Yes, I still wish the festival was going on. As I write this, I'm listening to the archived broadcast of the Grand Ole Opry show that I attended. Darryl Worley is singing "Awful, Beautiful Life" and Carolina Rain's up next. It's kind of cool revisiting that Opry show. I'm looking forward to July 23 when the portions of the CMA concerts get broadcast on national television.
Perhaps, the toughest thing about the festival was walking around Monday morning and realizing that Nashville is just like any other American city, not a country music wonderland. Folks were going to their jobs, and sure, a few of the honky-tonks were open. But they featured singers alone with their guitars and sparse crowds. Walking around Monday really drove home the point that the party was over.

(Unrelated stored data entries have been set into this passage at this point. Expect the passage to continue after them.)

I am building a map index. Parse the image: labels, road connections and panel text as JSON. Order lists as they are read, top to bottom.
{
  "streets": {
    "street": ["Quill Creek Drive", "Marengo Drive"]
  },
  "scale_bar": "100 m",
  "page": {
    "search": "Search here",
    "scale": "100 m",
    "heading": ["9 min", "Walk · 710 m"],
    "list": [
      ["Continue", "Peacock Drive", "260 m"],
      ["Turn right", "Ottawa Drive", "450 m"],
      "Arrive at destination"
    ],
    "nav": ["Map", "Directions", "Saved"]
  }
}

One artist who I didn't see at the festival was Tracy Byrd. And I have to wonder why Byrd hasn't been invited to join the Opry. He was among the top artists in the genre last decade and he leans traditional most of the time. I hope he doesn't have to wait as long as Mel Tillis did.
One great thing about country music is the fact that it appeals to people from 2 to 99 years old. And that was evident in the performances as I saw everyone from pre-teen singer Aaron Kelly to 86-year-old Little Jimmy Dickens. What other genre can claim such an appeal to people of all ages?
You know when an important historic event happens, you always remember where you were at the time. I'm that way, but I also look at albums that I bought and remember where I was at the time. Brad Paisley will release his fifth album, appropriately titled 5th Gear, on Tuesday. In 1999, I purchased his debut album, "Who Needs Pictures" at an outlet mall near my hometown in Massachusetts.
I listened to it so much that I couldn't wait to buy the follow-up two years later. I went out and got "Part II" during a lunch break at my internship at a small Kansas newspaper. "Mud on the Tires" and "Time Well Wasted" were purchased in Missouri and California, respectively. I haven't anticipated a BP album this much since the debut one.